Chandigarh’s position and status, following the 1966 reorganisation, has been defined by the Punjab Reorganisation Act 1966, according to Gupta. Moreover, until now, “Chandigarh has been governed by a 1952 legislation, called the Capital of Punjab (Development and Regulation) Act, along with the rules and regulations framed under it”, he said.

“The proposed constitutional amendment, aiming to include Chandigarh in Article 240 of the Constitution, will fundamentally alter the situation,” added Gupta.

Under Clause 2 of Article 240, any regulations introduced by the President for a UT have the same force and effect as an Act of Parliament. Such regulations may also repeal or amend any Act of Parliament or any other law applicable to the UT.

“If Chandigarh is added to the UTs in Article 240, any regulations made by the President (read the Centre) for Chandigarh can repeal or amend any parliamentary law, applicable to Chandigarh. This includes the Punjab Reorganisation Act. It can also repeal or amend any other law applicable to Chandigarh—the 1952 Capital of Punjab Act, as well as the Punjab University Act 1947,” said Gupta.

Gupta also said the principal vice of the proposed amendment was that it would empower the MHA to repeal or extensively amend the Punjab Reorganisation Act relating to Chandigarh, something portentous for the region. “The slightest whisper of Parliament repealing or amending the Punjab Reorganisation Act would precipitate furious protest and debate in Parliament and on the streets.

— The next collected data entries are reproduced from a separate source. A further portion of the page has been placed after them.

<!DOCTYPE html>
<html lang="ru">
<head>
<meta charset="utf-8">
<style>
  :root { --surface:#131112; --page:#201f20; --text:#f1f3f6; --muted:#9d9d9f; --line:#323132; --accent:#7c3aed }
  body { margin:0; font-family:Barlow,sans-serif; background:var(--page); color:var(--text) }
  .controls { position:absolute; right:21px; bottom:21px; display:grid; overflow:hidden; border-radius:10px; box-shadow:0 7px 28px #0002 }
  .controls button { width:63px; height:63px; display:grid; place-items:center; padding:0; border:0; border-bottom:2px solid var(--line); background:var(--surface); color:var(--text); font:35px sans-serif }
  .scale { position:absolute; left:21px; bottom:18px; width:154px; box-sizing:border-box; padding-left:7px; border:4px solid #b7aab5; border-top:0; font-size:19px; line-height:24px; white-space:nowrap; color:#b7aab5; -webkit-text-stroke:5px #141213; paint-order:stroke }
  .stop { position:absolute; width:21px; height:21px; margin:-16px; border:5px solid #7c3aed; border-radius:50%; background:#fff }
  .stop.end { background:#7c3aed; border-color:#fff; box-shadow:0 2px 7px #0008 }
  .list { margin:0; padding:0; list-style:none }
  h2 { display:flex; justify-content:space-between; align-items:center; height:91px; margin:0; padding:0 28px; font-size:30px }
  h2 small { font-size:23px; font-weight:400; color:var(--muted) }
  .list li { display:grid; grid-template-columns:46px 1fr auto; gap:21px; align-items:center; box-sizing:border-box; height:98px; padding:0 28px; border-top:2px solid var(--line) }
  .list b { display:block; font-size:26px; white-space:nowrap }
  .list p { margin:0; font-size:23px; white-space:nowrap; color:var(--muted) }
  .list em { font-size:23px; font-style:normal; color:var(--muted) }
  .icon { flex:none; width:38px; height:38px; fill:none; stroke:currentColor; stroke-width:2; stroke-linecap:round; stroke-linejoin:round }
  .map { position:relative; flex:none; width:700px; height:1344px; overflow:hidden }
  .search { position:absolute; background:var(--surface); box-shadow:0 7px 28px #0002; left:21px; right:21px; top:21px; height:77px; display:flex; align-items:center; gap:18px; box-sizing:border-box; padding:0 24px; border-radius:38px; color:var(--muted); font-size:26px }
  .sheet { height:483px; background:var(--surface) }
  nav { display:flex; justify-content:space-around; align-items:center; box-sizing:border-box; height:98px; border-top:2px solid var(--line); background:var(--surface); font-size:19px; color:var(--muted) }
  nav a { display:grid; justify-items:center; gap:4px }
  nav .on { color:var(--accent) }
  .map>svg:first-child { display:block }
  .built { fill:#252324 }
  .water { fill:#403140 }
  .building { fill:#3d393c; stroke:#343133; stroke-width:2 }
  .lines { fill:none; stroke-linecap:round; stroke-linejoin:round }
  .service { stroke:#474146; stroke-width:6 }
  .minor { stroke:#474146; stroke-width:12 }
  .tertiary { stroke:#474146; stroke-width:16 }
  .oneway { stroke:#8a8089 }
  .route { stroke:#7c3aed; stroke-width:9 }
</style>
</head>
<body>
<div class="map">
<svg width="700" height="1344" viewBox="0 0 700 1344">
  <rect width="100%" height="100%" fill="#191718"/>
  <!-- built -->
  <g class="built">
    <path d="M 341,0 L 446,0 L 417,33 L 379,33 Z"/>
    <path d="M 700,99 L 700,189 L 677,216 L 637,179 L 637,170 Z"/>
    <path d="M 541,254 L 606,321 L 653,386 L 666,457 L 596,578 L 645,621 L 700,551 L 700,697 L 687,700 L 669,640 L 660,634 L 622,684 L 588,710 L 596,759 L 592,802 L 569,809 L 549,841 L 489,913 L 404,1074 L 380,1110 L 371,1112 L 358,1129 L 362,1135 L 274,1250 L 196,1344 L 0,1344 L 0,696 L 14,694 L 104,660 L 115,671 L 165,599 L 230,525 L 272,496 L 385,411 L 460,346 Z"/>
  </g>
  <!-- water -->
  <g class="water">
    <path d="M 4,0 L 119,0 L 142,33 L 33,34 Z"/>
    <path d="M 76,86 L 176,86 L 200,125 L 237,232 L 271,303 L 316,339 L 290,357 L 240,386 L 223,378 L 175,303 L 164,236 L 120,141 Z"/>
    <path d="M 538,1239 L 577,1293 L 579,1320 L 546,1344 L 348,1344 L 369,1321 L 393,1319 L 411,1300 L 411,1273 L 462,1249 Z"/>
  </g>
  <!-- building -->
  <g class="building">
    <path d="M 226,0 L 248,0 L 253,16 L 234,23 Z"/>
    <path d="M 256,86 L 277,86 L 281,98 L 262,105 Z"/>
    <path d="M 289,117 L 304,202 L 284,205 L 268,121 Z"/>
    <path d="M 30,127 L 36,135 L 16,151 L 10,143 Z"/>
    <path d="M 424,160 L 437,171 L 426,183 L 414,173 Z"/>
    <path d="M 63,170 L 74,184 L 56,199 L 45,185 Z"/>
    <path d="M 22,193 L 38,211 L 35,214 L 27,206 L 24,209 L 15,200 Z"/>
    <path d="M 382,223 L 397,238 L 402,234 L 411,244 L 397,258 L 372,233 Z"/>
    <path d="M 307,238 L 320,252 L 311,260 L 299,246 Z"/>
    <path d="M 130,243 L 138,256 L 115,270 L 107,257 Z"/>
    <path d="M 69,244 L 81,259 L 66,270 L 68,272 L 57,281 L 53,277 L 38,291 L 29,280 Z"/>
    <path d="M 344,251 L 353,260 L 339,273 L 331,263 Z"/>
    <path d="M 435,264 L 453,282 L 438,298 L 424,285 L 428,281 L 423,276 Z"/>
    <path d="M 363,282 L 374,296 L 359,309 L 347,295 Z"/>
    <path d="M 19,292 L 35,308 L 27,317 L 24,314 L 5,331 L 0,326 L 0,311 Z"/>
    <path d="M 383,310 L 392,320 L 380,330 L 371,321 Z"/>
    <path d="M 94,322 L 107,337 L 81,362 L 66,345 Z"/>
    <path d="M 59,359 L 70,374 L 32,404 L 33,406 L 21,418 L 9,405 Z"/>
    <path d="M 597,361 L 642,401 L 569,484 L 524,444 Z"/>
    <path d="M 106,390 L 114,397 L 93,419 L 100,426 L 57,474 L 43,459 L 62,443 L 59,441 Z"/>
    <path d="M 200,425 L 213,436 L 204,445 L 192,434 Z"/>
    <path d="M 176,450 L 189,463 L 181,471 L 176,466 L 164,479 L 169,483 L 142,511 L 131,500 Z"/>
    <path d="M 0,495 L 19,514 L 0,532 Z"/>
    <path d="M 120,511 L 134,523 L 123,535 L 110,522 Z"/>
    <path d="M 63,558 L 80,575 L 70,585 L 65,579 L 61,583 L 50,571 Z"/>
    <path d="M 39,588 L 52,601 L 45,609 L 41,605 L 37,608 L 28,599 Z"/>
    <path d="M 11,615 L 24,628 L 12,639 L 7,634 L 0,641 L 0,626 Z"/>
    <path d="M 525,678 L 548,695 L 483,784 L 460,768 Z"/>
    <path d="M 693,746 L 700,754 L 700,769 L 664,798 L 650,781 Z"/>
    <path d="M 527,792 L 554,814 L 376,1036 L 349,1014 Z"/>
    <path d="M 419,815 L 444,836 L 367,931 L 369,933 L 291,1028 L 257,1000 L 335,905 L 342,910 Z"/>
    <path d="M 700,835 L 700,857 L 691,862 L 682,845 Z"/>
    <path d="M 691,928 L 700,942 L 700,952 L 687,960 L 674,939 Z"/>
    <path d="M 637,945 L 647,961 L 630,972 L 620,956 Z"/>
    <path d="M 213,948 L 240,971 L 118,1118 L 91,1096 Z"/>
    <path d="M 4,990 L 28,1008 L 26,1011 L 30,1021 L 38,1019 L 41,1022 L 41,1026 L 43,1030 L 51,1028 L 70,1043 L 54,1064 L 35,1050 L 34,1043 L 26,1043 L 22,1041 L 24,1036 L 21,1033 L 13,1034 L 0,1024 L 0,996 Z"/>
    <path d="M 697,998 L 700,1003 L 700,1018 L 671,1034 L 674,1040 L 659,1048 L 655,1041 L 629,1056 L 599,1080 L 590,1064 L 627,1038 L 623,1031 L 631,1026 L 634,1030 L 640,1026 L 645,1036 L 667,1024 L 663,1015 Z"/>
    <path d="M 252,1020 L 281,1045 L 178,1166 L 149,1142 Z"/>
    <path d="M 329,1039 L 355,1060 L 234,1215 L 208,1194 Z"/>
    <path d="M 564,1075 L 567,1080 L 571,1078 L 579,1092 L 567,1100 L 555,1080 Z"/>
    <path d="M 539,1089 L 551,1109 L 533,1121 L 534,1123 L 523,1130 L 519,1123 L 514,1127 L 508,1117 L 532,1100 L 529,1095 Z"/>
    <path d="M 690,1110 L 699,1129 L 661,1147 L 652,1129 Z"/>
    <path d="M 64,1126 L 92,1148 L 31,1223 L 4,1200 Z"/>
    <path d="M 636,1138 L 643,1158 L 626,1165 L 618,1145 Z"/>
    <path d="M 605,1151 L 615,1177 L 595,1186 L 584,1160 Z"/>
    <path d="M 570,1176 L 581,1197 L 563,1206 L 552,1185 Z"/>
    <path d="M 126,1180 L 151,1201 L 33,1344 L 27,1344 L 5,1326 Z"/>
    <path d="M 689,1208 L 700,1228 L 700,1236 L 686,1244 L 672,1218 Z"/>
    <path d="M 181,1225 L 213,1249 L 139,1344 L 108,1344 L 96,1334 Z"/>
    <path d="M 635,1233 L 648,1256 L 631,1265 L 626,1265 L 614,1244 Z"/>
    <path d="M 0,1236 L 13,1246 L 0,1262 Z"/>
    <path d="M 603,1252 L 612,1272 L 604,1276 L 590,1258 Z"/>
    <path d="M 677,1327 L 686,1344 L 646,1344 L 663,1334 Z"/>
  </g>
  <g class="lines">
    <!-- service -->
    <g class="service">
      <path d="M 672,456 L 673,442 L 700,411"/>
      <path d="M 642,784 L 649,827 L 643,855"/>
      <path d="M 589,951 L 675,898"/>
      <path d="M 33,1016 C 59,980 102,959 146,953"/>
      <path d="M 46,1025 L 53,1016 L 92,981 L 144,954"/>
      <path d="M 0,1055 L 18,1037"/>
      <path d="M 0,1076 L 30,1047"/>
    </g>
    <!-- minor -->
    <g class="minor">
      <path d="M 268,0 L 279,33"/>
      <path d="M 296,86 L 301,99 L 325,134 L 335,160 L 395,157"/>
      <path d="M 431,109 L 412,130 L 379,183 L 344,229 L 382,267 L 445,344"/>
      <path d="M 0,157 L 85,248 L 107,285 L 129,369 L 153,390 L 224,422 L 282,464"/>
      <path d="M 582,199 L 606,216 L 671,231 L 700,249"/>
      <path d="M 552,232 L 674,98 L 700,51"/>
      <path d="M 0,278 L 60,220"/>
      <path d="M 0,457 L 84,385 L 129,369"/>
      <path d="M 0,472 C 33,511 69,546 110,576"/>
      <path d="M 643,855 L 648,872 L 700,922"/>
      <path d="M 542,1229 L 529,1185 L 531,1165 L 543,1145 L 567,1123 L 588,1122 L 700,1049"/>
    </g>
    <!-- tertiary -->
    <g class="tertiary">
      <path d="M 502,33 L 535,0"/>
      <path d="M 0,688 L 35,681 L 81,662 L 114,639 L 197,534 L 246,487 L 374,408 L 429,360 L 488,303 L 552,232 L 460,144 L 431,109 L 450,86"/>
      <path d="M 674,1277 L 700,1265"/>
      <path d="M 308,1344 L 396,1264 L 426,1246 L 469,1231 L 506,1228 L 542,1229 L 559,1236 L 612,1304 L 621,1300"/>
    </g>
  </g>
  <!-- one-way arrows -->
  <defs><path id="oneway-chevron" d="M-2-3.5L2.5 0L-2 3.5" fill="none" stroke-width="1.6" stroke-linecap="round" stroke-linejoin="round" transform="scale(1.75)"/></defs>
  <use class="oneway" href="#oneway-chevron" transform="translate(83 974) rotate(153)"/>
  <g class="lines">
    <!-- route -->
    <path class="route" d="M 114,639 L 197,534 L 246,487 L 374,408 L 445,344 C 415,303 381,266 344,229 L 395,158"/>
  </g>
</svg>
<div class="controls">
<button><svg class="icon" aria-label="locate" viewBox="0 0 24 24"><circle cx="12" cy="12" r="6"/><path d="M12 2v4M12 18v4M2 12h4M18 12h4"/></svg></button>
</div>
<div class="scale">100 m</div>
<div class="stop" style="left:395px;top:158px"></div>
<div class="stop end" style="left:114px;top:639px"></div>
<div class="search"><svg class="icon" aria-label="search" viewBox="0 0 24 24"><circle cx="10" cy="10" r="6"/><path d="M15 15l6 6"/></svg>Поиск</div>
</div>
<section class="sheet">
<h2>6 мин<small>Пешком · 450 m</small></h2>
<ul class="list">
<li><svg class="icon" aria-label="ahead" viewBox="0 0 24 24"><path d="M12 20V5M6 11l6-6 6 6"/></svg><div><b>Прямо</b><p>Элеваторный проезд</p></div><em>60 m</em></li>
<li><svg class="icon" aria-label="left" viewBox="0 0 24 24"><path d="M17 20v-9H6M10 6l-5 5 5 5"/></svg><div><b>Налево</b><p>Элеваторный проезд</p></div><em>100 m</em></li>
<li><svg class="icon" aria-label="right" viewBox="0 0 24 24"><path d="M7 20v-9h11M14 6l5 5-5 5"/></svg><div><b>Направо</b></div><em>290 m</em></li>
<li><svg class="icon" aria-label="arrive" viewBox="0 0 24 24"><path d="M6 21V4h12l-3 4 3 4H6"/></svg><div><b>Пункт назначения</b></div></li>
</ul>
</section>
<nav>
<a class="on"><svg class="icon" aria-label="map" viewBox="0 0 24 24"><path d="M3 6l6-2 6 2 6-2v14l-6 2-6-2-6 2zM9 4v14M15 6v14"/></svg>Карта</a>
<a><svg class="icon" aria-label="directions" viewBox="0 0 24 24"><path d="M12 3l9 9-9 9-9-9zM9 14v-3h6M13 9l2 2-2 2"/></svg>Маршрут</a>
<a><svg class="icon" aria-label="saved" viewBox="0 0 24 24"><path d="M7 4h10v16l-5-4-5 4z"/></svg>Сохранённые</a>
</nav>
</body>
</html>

In case the proposed constitutional amendment succeeds, the same change can be brought by quiet bureaucratic law-making, far removed from the heat and din of Parliament,” he said.

He added that apart from the Punjab Reorganisation Act, the 1952 Capital of Punjab Act would also be directly impacted by such an amendment. Section 1(2) of the 1952 Act provides that “it extends to the city of Chandigarh, which shall comprise the area of the site of the capital of Punjab as notified by the government of Punjab before the 1st November 1966, and to such areas as may be notified by the central government from time to time”.

“While the body of provisions of the 1952 Act largely relate to sale, lease/allotment and construction of buildings, etc, the historic significance of the Act lies in its title and Section 1(2),” said Gupta. “The fear that even this may be altered by the MHA in the guise of making regulations under Article 240 for Chandigarh is not without basis.”

According to the blog by Sidhu, Chandigarh is currently governed through a layered mechanism. “Parliament extends suitable Punjab laws to the Union Territory or enacts specific legislation for it. This is time-consuming and sometimes clumsy, but it does one crucial thing: it forces a measure of parliamentary debate. Punjab’s MPs can object, negotiate, demand amendments, or at least, put their protest on record. Once Chandigarh is written into Article 240, that modest but real leverage evaporates.”

“Law for the city will largely come by presidential regulation, drafted in North Block, notified in the Gazette, and implemented by a bureaucracy that does not answer to Chandigarh’s residents or Punjab’s legislature. Parliament will retain theoretical supremacy, but in day-to-day governance, it will be the President’s regulations—in effect, the Union Cabinet’s will that rules,” wrote Sidhu.